Starting at the line containing "M69,257l18,6 -2,4 7,3v2l26,10" and ending at the line containing "M40,518l25,-81", print every line of the material below exactly, both ends included, and stop there.

Recorded data
-- Opening Marker --

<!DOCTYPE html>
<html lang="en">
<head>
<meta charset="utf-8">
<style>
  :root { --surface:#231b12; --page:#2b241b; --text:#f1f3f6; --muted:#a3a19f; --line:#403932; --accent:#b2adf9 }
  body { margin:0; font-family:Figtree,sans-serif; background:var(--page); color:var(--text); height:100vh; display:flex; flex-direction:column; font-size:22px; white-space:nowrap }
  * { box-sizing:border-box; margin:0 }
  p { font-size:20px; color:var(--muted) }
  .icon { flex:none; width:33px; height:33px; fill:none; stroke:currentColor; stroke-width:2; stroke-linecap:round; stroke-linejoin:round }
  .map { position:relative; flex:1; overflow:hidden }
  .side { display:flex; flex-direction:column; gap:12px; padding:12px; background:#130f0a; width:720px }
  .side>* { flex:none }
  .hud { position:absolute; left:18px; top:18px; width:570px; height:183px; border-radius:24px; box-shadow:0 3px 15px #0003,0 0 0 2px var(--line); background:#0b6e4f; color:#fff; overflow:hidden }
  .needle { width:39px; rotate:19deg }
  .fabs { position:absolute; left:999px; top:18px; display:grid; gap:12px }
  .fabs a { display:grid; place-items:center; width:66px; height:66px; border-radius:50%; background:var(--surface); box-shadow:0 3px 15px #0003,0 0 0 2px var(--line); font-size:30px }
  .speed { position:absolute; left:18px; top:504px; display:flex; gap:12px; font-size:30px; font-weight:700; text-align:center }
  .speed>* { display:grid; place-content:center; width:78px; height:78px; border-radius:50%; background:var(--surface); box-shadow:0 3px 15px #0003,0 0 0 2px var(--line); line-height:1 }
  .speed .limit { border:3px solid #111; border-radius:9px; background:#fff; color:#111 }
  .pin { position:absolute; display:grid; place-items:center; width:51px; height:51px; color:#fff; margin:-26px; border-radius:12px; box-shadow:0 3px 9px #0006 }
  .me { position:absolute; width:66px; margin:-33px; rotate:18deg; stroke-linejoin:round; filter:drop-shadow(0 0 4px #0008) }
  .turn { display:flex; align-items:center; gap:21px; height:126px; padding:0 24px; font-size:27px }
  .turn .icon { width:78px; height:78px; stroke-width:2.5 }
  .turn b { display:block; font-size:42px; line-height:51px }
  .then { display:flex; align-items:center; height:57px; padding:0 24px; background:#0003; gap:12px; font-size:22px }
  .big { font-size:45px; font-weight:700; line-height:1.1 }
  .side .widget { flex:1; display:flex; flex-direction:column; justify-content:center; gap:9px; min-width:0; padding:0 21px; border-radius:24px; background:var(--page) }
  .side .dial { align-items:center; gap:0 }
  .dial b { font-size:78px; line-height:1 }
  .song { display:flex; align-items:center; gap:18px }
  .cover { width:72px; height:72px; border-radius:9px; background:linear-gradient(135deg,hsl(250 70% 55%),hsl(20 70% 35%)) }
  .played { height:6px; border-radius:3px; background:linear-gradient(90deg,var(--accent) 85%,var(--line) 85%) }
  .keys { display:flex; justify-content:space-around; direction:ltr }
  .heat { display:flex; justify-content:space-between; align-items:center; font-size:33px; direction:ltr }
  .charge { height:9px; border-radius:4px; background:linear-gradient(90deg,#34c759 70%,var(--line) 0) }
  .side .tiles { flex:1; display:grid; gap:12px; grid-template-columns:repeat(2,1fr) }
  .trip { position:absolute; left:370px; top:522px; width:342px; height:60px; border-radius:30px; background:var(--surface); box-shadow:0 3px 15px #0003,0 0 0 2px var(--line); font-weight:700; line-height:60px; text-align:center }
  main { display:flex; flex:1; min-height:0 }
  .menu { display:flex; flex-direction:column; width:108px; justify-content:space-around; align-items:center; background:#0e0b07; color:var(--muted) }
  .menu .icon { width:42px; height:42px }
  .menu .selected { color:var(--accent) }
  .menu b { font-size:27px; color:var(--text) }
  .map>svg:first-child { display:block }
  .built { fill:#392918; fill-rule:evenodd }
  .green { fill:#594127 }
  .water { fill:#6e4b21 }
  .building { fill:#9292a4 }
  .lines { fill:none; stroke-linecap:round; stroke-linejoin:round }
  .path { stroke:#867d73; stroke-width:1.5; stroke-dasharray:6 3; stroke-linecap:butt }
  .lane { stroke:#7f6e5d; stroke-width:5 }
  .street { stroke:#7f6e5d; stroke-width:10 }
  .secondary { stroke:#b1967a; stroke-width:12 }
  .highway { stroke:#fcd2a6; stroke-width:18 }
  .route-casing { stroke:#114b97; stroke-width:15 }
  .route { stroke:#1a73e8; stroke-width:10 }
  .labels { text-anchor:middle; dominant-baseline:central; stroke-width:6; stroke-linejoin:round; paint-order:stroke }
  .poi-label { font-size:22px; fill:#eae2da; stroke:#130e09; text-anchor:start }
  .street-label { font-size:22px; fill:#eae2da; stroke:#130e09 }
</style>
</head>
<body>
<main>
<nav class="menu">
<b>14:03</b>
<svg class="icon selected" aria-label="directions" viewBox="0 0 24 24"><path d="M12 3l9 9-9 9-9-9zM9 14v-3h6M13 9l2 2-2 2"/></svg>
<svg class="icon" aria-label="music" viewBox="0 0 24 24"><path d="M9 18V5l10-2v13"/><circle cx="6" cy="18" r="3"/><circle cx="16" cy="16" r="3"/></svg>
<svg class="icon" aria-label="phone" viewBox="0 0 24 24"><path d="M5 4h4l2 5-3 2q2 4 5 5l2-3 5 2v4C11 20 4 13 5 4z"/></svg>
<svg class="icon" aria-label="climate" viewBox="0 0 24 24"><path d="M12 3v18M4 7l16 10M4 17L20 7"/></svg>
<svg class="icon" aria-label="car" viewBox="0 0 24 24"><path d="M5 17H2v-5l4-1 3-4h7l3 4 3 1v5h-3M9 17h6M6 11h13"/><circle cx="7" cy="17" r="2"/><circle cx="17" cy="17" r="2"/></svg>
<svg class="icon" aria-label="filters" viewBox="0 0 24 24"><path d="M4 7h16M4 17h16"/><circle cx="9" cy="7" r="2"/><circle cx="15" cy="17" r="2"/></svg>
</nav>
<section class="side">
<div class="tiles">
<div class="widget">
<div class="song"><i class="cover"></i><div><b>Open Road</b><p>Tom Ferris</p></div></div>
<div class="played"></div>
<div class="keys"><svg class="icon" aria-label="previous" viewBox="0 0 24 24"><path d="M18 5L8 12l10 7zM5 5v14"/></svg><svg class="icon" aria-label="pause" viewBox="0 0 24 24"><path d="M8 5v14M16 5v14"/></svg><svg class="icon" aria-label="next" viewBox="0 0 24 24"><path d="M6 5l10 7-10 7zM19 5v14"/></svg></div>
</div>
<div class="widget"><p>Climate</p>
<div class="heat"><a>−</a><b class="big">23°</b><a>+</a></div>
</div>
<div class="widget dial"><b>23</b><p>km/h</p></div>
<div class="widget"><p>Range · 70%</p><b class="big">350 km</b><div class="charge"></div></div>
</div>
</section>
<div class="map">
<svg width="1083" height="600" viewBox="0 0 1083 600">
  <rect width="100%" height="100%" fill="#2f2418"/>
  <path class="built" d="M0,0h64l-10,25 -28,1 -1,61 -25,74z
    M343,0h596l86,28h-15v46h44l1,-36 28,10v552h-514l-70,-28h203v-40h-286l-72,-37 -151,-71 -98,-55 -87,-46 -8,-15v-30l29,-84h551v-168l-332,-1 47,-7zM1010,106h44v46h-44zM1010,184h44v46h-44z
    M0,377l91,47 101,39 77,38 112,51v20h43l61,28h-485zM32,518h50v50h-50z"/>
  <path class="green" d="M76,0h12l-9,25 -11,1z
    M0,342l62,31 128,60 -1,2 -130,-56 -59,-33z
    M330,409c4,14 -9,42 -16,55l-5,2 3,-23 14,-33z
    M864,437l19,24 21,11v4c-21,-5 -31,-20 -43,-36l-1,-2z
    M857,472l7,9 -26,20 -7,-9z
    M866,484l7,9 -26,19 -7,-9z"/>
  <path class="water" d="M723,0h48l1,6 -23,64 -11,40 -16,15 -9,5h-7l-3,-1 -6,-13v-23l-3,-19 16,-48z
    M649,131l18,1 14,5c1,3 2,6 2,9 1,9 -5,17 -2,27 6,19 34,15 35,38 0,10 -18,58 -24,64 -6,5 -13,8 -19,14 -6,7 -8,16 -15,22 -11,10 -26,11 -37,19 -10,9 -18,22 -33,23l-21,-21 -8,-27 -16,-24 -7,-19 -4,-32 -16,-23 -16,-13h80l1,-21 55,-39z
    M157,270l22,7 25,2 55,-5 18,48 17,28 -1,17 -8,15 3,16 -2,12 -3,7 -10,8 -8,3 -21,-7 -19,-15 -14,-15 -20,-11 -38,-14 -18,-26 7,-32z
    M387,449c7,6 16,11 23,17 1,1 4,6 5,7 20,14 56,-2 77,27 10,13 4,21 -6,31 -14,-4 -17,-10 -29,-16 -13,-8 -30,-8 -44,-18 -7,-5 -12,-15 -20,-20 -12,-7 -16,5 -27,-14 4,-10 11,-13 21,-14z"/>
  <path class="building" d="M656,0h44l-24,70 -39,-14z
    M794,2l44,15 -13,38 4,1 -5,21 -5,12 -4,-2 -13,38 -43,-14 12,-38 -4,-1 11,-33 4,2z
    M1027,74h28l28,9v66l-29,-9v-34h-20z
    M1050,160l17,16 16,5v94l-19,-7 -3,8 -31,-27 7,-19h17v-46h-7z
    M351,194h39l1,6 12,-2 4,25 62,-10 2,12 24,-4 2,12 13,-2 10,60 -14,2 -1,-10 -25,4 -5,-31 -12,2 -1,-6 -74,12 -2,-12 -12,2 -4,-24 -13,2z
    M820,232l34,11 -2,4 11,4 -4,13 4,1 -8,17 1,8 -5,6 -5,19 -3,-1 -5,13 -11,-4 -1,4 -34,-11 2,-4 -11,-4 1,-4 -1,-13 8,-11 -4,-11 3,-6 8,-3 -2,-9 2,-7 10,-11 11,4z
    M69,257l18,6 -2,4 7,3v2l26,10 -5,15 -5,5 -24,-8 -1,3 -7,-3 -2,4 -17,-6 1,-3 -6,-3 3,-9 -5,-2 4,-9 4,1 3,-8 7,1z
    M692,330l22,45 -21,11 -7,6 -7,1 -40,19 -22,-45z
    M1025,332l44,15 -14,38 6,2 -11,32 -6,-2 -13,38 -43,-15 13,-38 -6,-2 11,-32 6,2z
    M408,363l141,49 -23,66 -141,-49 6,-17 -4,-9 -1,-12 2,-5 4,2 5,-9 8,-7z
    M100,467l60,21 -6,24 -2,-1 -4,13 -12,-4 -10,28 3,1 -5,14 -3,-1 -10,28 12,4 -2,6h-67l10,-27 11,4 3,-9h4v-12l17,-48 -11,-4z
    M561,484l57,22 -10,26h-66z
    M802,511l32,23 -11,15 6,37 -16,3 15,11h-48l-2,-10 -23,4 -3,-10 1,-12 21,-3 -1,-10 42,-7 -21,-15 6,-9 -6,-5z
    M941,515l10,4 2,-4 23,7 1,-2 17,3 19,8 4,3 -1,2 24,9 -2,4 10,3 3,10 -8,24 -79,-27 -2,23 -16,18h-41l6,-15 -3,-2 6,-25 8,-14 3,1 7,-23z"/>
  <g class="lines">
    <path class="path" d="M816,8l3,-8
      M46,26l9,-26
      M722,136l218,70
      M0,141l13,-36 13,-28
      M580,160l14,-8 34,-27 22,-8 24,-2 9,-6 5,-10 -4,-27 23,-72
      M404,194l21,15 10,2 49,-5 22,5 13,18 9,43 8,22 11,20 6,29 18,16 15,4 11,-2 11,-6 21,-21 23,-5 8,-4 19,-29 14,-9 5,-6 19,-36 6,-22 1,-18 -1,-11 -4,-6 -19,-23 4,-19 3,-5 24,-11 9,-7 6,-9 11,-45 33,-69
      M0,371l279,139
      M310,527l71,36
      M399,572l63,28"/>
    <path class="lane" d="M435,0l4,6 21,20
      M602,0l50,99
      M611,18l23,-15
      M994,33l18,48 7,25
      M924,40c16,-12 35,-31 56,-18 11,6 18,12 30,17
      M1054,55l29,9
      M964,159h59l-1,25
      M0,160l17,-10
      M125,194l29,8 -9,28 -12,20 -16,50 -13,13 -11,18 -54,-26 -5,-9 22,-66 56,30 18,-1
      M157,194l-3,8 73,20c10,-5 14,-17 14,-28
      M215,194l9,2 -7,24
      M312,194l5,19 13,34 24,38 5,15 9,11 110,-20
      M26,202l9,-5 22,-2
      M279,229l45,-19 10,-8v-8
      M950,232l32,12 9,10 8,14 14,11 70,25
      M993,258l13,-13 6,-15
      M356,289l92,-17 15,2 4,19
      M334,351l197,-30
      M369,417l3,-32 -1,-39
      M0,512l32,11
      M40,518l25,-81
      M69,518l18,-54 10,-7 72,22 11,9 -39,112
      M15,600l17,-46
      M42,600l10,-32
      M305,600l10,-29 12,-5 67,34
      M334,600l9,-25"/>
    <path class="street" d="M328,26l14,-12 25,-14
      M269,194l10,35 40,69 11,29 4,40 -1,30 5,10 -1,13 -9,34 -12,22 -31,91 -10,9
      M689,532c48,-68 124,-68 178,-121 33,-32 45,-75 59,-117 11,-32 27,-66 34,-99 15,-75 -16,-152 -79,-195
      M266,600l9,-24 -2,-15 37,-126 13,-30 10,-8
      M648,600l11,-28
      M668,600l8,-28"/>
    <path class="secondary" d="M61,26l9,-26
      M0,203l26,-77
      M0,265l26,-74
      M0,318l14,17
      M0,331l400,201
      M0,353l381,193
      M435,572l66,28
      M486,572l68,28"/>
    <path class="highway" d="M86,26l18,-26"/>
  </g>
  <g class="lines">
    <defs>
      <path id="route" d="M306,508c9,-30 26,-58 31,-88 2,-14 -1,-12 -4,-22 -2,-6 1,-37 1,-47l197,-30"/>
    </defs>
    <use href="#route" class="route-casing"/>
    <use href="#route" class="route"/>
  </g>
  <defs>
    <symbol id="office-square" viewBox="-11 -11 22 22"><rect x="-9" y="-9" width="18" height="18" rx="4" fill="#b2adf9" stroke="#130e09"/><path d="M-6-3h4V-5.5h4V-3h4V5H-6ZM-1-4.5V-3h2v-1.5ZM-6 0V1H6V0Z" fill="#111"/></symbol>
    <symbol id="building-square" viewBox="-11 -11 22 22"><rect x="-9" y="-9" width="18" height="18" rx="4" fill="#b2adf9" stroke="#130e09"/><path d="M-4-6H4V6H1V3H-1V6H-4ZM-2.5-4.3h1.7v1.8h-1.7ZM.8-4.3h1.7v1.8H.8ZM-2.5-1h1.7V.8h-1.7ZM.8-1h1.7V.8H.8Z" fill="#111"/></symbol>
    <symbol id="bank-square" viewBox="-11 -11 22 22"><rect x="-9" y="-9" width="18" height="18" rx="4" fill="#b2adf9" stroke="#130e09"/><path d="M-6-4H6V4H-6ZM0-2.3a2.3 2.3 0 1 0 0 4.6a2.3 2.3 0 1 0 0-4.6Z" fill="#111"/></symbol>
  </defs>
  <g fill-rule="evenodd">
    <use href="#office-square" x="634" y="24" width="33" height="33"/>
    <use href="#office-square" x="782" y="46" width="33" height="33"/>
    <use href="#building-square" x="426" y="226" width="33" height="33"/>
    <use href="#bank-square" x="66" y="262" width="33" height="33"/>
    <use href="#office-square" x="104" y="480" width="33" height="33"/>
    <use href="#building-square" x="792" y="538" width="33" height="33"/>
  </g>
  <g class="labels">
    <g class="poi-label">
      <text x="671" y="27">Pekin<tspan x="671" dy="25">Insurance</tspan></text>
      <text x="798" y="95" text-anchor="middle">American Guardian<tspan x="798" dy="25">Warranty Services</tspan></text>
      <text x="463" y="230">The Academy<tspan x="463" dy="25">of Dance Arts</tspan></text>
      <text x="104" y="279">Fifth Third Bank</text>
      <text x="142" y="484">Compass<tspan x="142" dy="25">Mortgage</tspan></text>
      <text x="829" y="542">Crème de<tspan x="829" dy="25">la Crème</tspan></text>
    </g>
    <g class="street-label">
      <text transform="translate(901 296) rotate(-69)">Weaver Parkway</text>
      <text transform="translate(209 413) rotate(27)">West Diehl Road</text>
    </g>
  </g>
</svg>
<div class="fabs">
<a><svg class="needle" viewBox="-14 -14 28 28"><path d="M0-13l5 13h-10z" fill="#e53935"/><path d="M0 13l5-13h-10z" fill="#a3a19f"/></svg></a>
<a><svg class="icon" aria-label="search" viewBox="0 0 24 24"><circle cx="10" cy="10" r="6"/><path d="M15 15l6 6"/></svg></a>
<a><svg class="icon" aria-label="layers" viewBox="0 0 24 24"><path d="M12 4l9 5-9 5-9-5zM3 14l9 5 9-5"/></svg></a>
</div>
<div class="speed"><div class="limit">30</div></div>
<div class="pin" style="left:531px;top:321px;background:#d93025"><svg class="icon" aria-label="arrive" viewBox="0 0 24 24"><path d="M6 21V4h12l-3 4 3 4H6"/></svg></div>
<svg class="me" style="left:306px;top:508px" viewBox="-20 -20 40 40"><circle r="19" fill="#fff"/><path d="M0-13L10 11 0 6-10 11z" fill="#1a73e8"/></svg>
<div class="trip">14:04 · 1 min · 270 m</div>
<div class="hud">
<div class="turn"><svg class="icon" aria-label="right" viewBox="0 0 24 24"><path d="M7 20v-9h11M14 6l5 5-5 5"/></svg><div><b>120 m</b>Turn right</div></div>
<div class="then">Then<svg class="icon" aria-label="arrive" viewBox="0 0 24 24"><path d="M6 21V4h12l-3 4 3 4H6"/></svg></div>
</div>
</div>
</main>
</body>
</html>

-- Closing Marker --

Response area
    M69,257l18,6 -2,4 7,3v2l26,10 -5,15 -5,5 -24,-8 -1,3 -7,-3 -2,4 -17,-6 1,-3 -6,-3 3,-9 -5,-2 4,-9 4,1 3,-8 7,1z
    M692,330l22,45 -21,11 -7,6 -7,1 -40,19 -22,-45z
    M1025,332l44,15 -14,38 6,2 -11,32 -6,-2 -13,38 -43,-15 13,-38 -6,-2 11,-32 6,2z
    M408,363l141,49 -23,66 -141,-49 6,-17 -4,-9 -1,-12 2,-5 4,2 5,-9 8,-7z
    M100,467l60,21 -6,24 -2,-1 -4,13 -12,-4 -10,28 3,1 -5,14 -3,-1 -10,28 12,4 -2,6h-67l10,-27 11,4 3,-9h4v-12l17,-48 -11,-4z
    M561,484l57,22 -10,26h-66z
    M802,511l32,23 -11,15 6,37 -16,3 15,11h-48l-2,-10 -23,4 -3,-10 1,-12 21,-3 -1,-10 42,-7 -21,-15 6,-9 -6,-5z
    M941,515l10,4 2,-4 23,7 1,-2 17,3 19,8 4,3 -1,2 24,9 -2,4 10,3 3,10 -8,24 -79,-27 -2,23 -16,18h-41l6,-15 -3,-2 6,-25 8,-14 3,1 7,-23z"/>
  <g class="lines">
    <path class="path" d="M816,8l3,-8
      M46,26l9,-26
      M722,136l218,70
      M0,141l13,-36 13,-28
      M580,160l14,-8 34,-27 22,-8 24,-2 9,-6 5,-10 -4,-27 23,-72
      M404,194l21,15 10,2 49,-5 22,5 13,18 9,43 8,22 11,20 6,29 18,16 15,4 11,-2 11,-6 21,-21 23,-5 8,-4 19,-29 14,-9 5,-6 19,-36 6,-22 1,-18 -1,-11 -4,-6 -19,-23 4,-19 3,-5 24,-11 9,-7 6,-9 11,-45 33,-69
      M0,371l279,139
      M310,527l71,36
      M399,572l63,28"/>
    <path class="lane" d="M435,0l4,6 21,20
      M602,0l50,99
      M611,18l23,-15
      M994,33l18,48 7,25
      M924,40c16,-12 35,-31 56,-18 11,6 18,12 30,17
      M1054,55l29,9
      M964,159h59l-1,25
      M0,160l17,-10
      M125,194l29,8 -9,28 -12,20 -16,50 -13,13 -11,18 -54,-26 -5,-9 22,-66 56,30 18,-1
      M157,194l-3,8 73,20c10,-5 14,-17 14,-28
      M215,194l9,2 -7,24
      M312,194l5,19 13,34 24,38 5,15 9,11 110,-20
      M26,202l9,-5 22,-2
      M279,229l45,-19 10,-8v-8
      M950,232l32,12 9,10 8,14 14,11 70,25
      M993,258l13,-13 6,-15
      M356,289l92,-17 15,2 4,19
      M334,351l197,-30
      M369,417l3,-32 -1,-39
      M0,512l32,11
      M40,518l25,-81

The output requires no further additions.